As I began my first day of work in downtown Manhattan and turned onto William Street, where my office is located, I became curious as to where Algernon spent most of his days. Downtown Manhattan remains the city’s financial and professional hub. After searching through the records of the city and the history of Algernon Sydney Sullivan, I realized that it was on the very same street on which I now work where Sullivan first opened his law practice in New York. As I walk down the street, I think of the rich memories and relationship Algernon must have had walking through those same streets, mulling over new cases or his battles with the infamously corrupt Tweed Ring that crippled the municipal government. Early on in my time in New York City I made a relationship with an all-male public school in the Bronx, The Eagle Academy for Young Men.
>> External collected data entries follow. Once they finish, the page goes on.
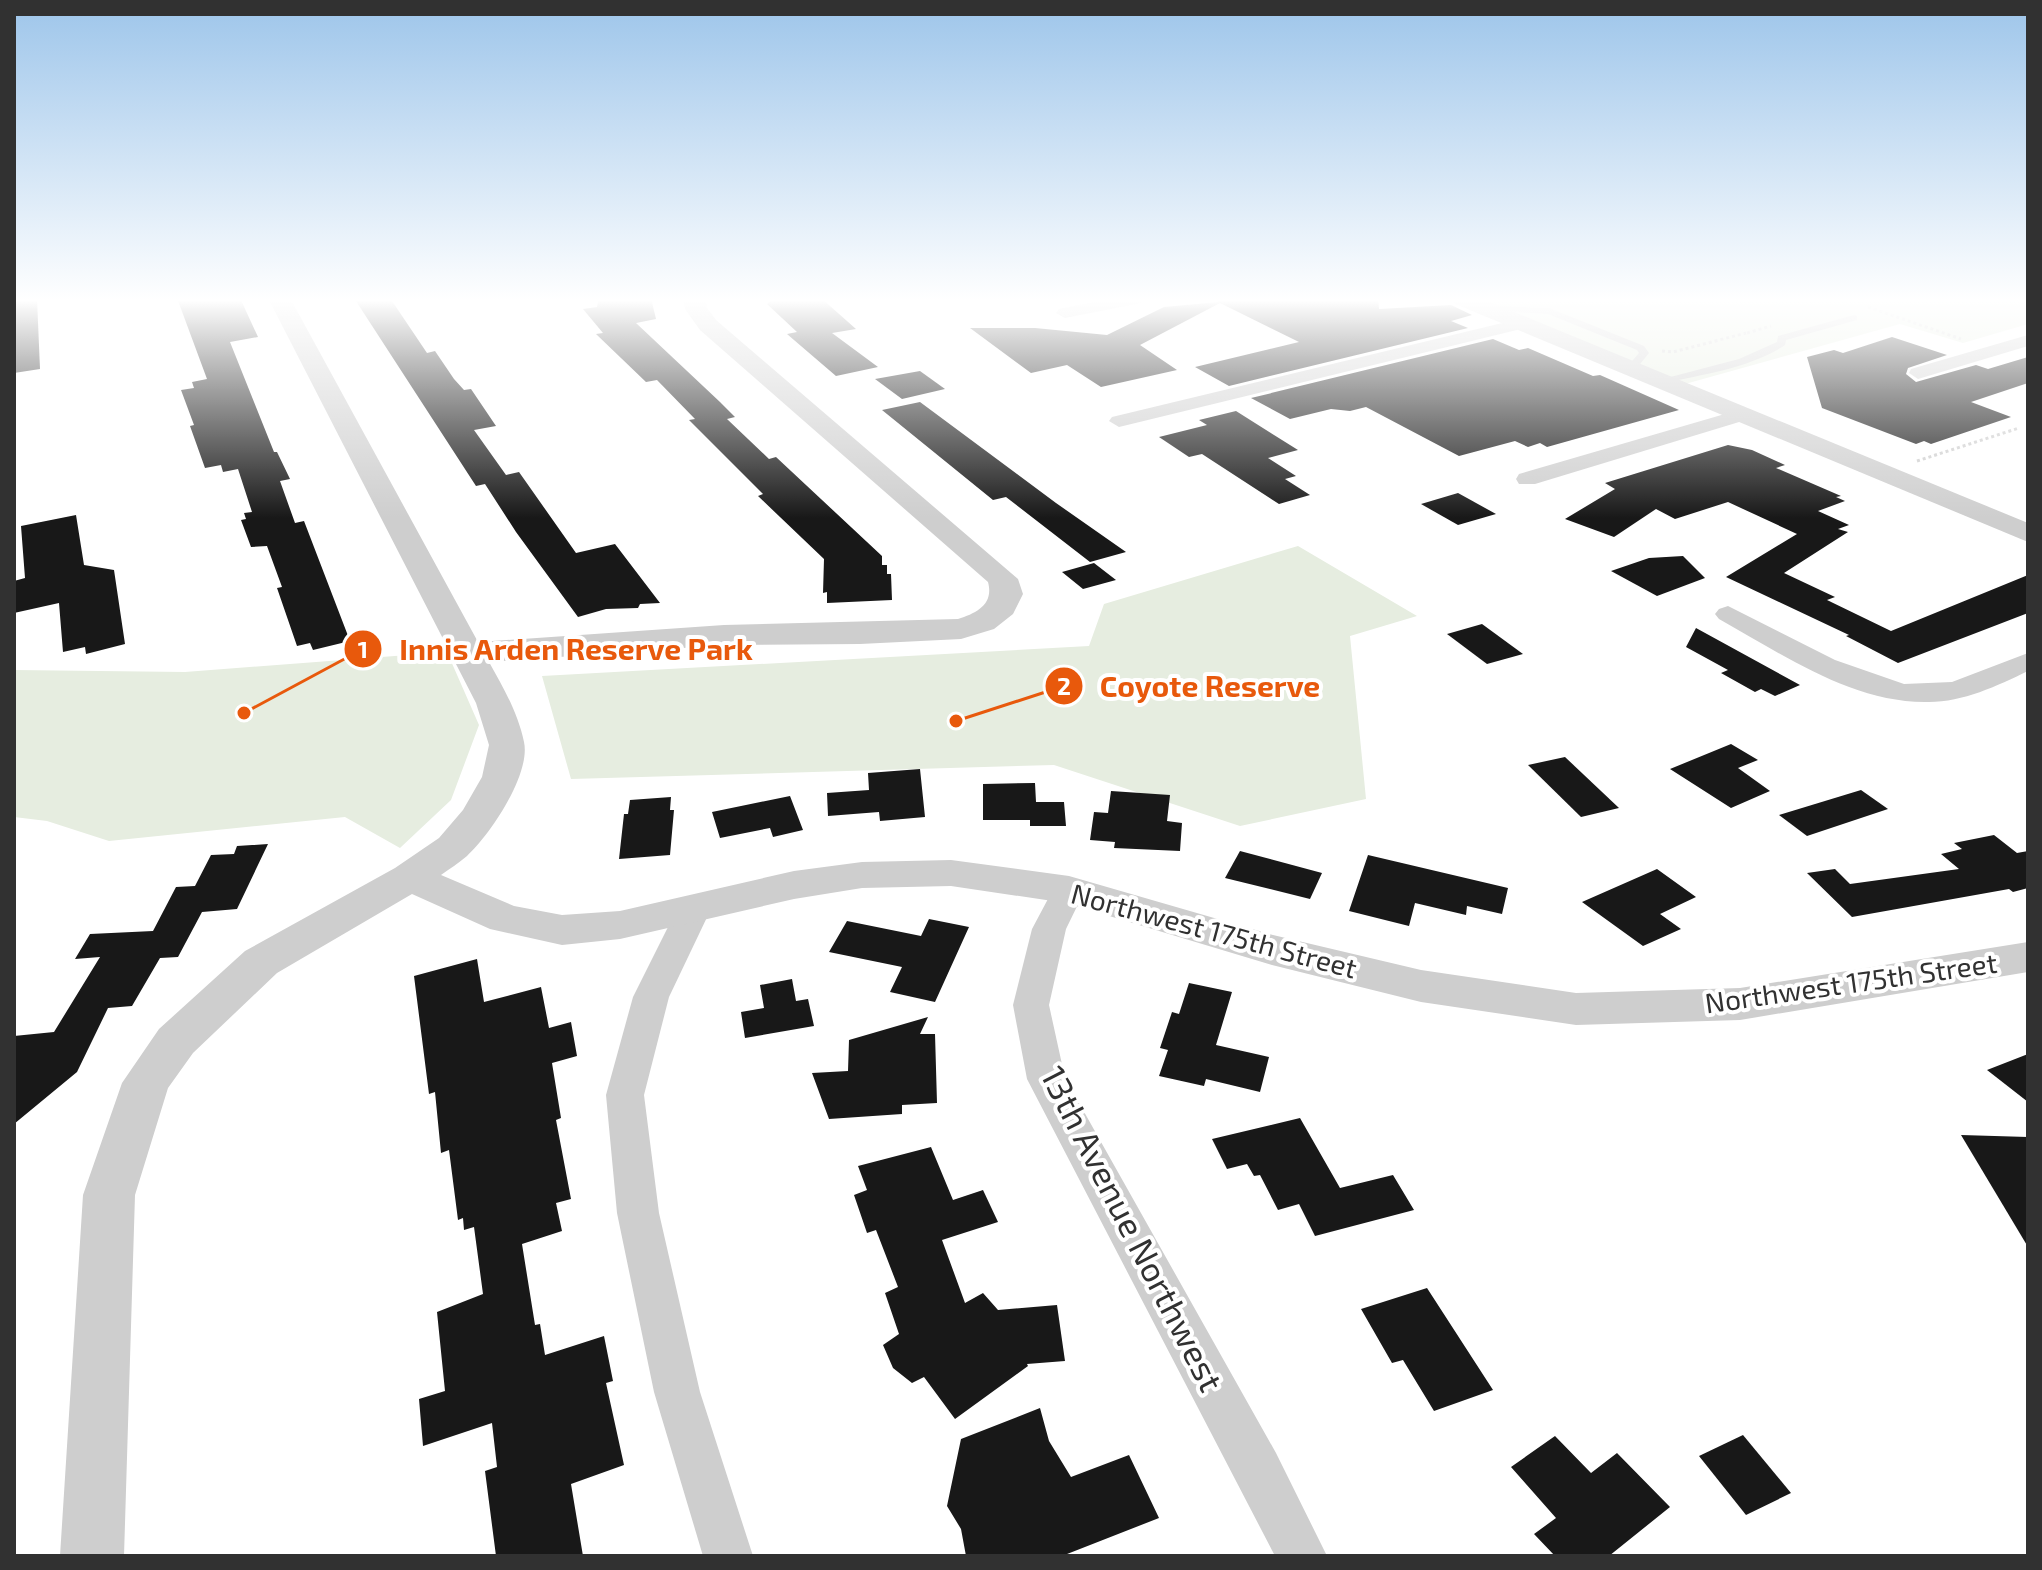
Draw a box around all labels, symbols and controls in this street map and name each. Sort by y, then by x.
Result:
callout: Innis Arden Reserve Park [343,622,769,676]
text: Innis Arden Reserve Park [399,630,753,666]
text: 1 [358,634,368,663]
callout: Coyote Reserve [1044,659,1336,713]
text: Coyote Reserve [1100,667,1320,704]
text: 2 [1057,671,1071,700]
street label: Northwest 175th Street [1068,876,1361,985]
street label: Northwest 175th Street [1703,945,1999,1019]
street label: 13th Avenue Northwest [1033,1059,1233,1398]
It is the mission of the school to build lifelong leaders within underserved communities. I committed to providing guidance and assistance to a student at the school as he progresses through the college application process. In addition, I have become a certified poll worker through the New York City board of elections. Additionally, like Algernon, I make it a point to continue anonymous acts of kindness to friends and strangers alike every day.
Although the medallion I received is enough reminder for me to remain steadfast in maintaining an aspect of generosity and humility in my life, sharing the same streets and city as Algernon once did provides even greater motivation. It is uncertain what my future holds. This fellowship period officially ends in May and it is unclear whether or not I will find myself continuing in my current role in city government. Regardless, my time in New York City has been extremely transformational, and one I feel blessed to have experienced. As the New Year began, I looked to become more involved in learning about the memory and legacy of Algernon Sydney Sullivan, as well as others leaving a similar mark on the city today. Ultimately, I hope to bring together, and build the network of those who have either received a Sullivan award, or have an interaction with the legacy and memory of Algernon Sydney Sullivan.
I am excited to say that I now feel as though I truly understand what it means to live a life of service. It is important to give selflessly, but equally as important to embrace and appreciate the many beautiful things one receives in doing so. Algernon Sydney Sullivan anonymously gave with great humility and selflessness throughout his life, so it is only fitting that his legacy continues through awards such as the one I received. I am excited to continue playing a part in further honoring that legacy by developing my own life for service; a life of humbly giving and receiving.